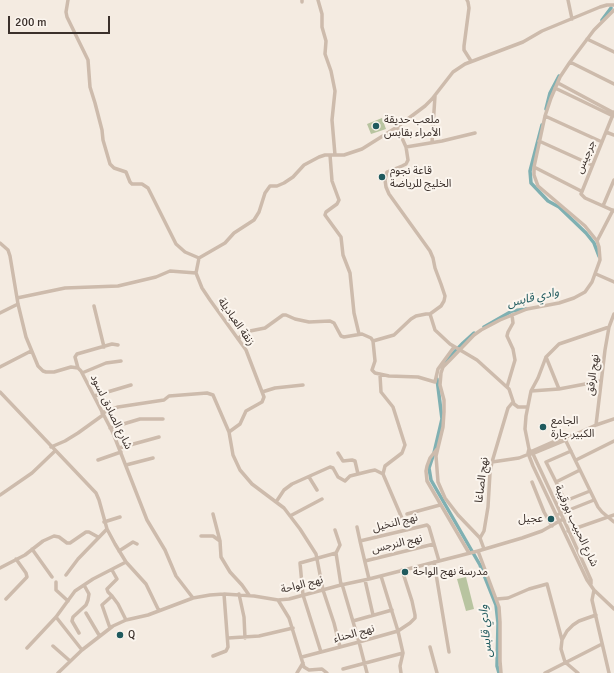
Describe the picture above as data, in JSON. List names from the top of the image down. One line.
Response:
{"streets":{"street":["جرجيس","زنقة العباديلة","نهج الرفق","شارع الصادق لسود","نهج الصاغا","نهج النخيل","شارع الحبيب بورقيبة","نهج النرجس","نهج الواحة","نهج الحناء"]},"crossings":[["نهج الرفق","شارع الحبيب بورقيبة"],["شارع الصادق لسود","نهج الواحة"],["نهج النخيل","نهج النرجس"],["نهج النخيل","نهج الواحة"],["شارع الحبيب بورقيبة","نهج الواحة"],["نهج الواحة","نهج الحناء"]],"water":["وادي قابس"],"places":["ملعب حديقة الأمراء بقابس","قاعة نجوم الخليج للرياضة","الجامع الكبير جارة","عجيل","مدرسة نهج الواحة","Q"],"scale_bar":"200 m"}
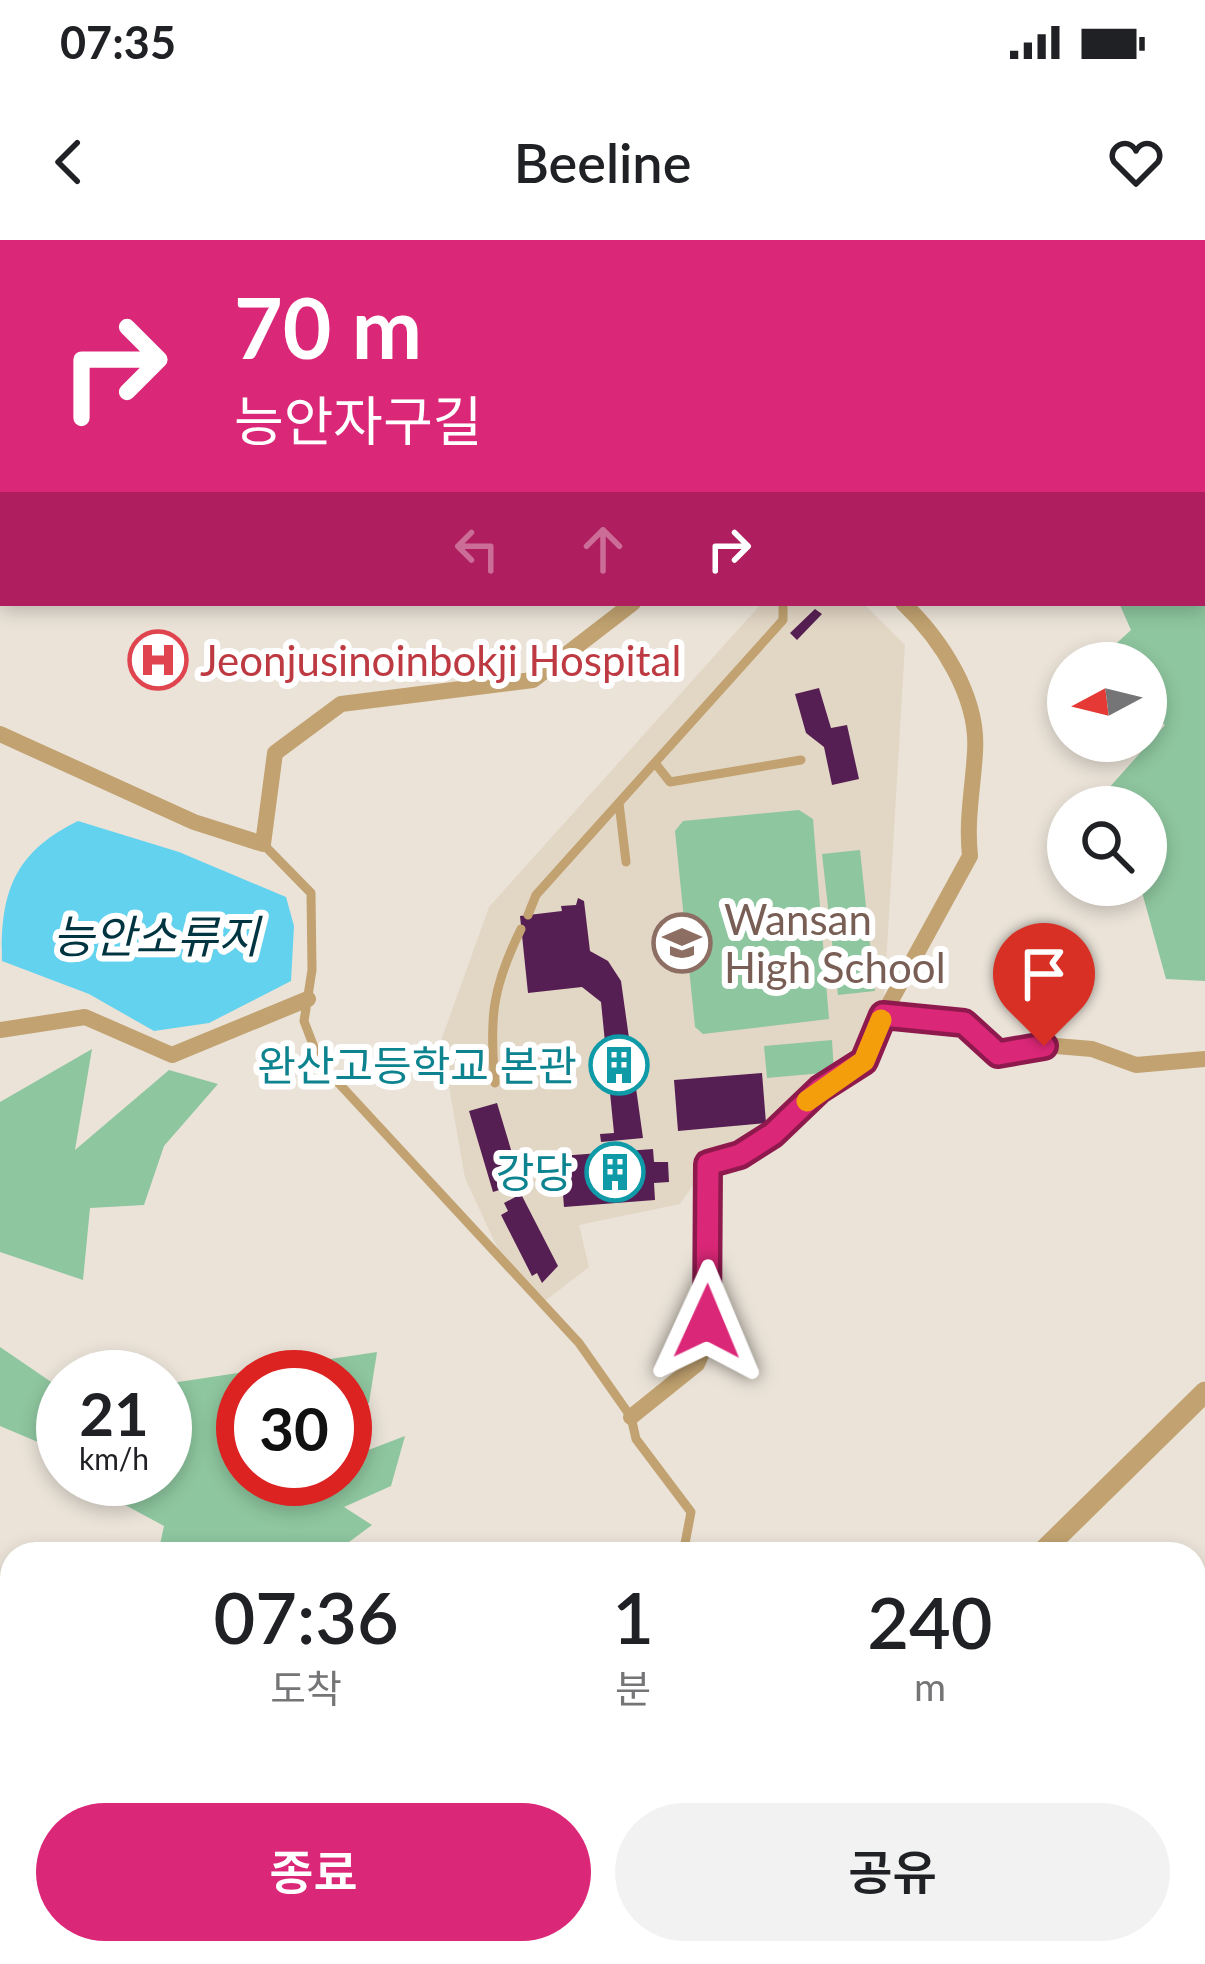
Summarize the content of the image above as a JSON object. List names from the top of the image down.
####
Return the whole listing exactly, minus its pictures.

## Written solution:
Describe the picture above as data, in JSON. List names from the top of the image down. One line.
Response:
{"streets":{"street":["جرجيس","زنقة العباديلة","نهج الرفق","شارع الصادق لسود","نهج الصاغا","نهج النخيل","شارع الحبيب بورقيبة","نهج النرجس","نهج الواحة","نهج الحناء"]},"crossings":[["نهج الرفق","شارع الحبيب بورقيبة"],["شارع الصادق لسود","نهج الواحة"],["نهج النخيل","نهج النرجس"],["نهج النخيل","نهج الواحة"],["شارع الحبيب بورقيبة","نهج الواحة"],["نهج الواحة","نهج الحناء"]],"water":["وادي قابس"],"places":["ملعب حديقة الأمراء بقابس","قاعة نجوم الخليج للرياضة","الجامع الكبير جارة","عجيل","مدرسة نهج الواحة","Q"],"scale_bar":"200 m"}
Summarize the content of the image above as a JSON object. List names from the top of the image down.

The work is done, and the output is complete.